## Task description
What you return must be the full data, repeated verbatim, with no pictures in it.

## Supplied data
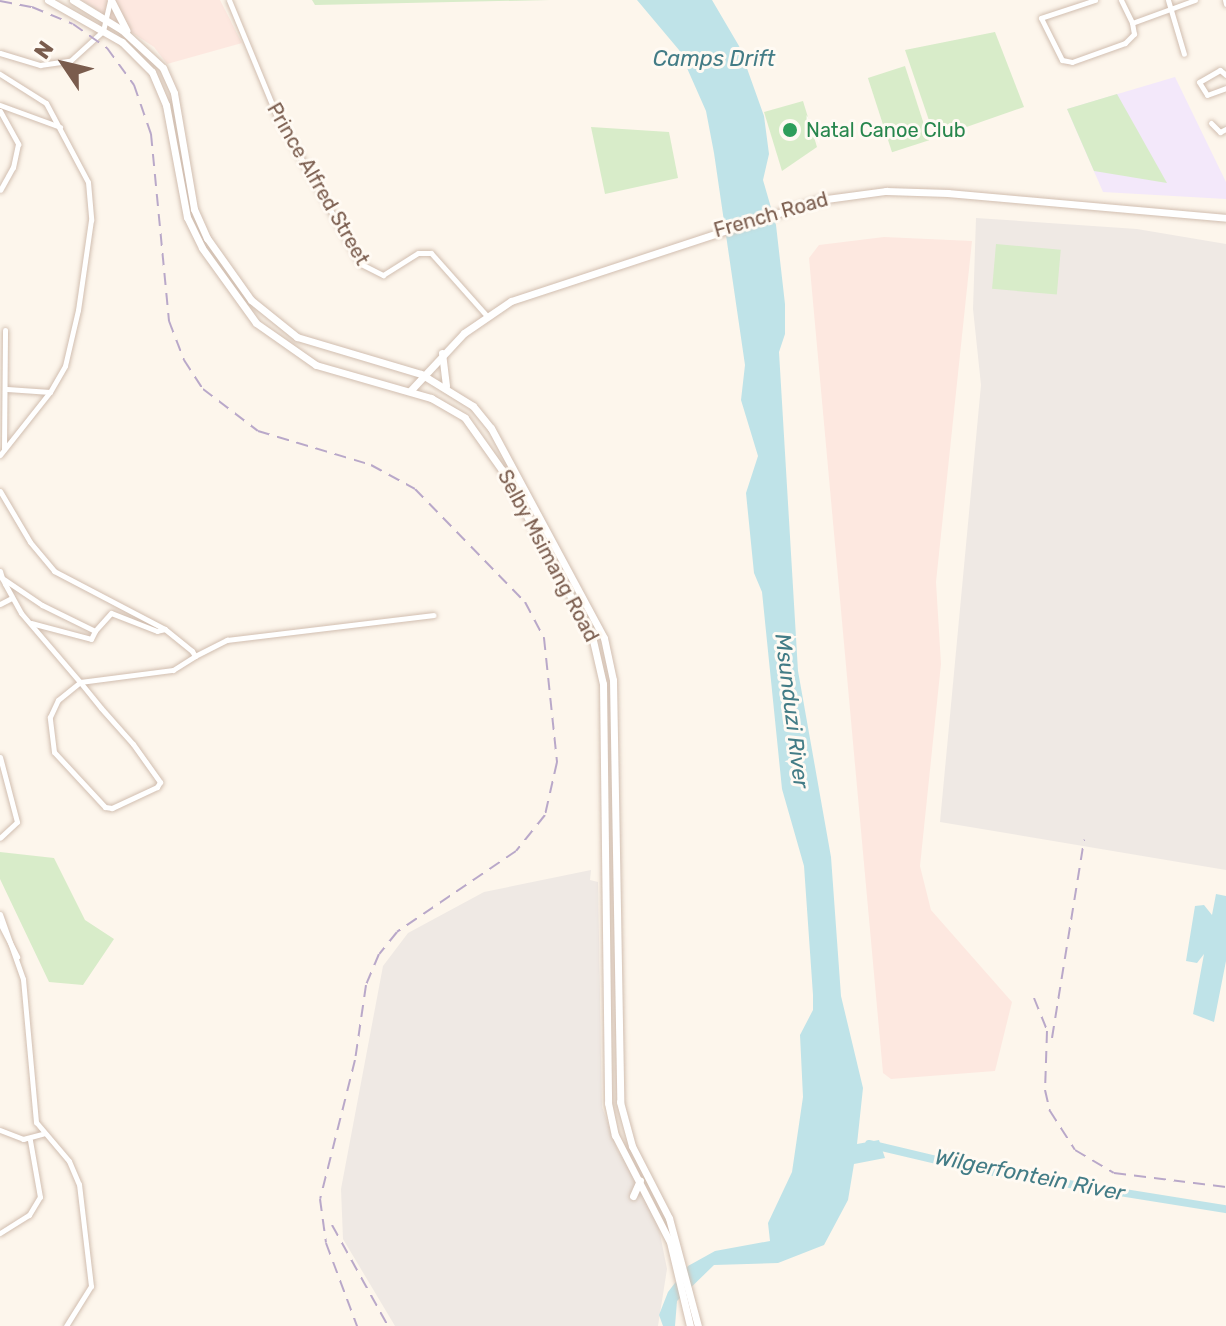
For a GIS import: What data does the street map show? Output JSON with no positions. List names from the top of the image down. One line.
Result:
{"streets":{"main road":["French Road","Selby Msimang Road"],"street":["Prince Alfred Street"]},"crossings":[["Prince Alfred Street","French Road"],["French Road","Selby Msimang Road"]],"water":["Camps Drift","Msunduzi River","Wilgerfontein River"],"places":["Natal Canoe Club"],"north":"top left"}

## Solution to the exercise
For a GIS import: What data does the street map show? Output JSON with no positions. List names from the top of the image down. One line.
Result:
{"streets":{"main road":["French Road","Selby Msimang Road"],"street":["Prince Alfred Street"]},"crossings":[["Prince Alfred Street","French Road"],["French Road","Selby Msimang Road"]],"water":["Camps Drift","Msunduzi River","Wilgerfontein River"],"places":["Natal Canoe Club"],"north":"top left"}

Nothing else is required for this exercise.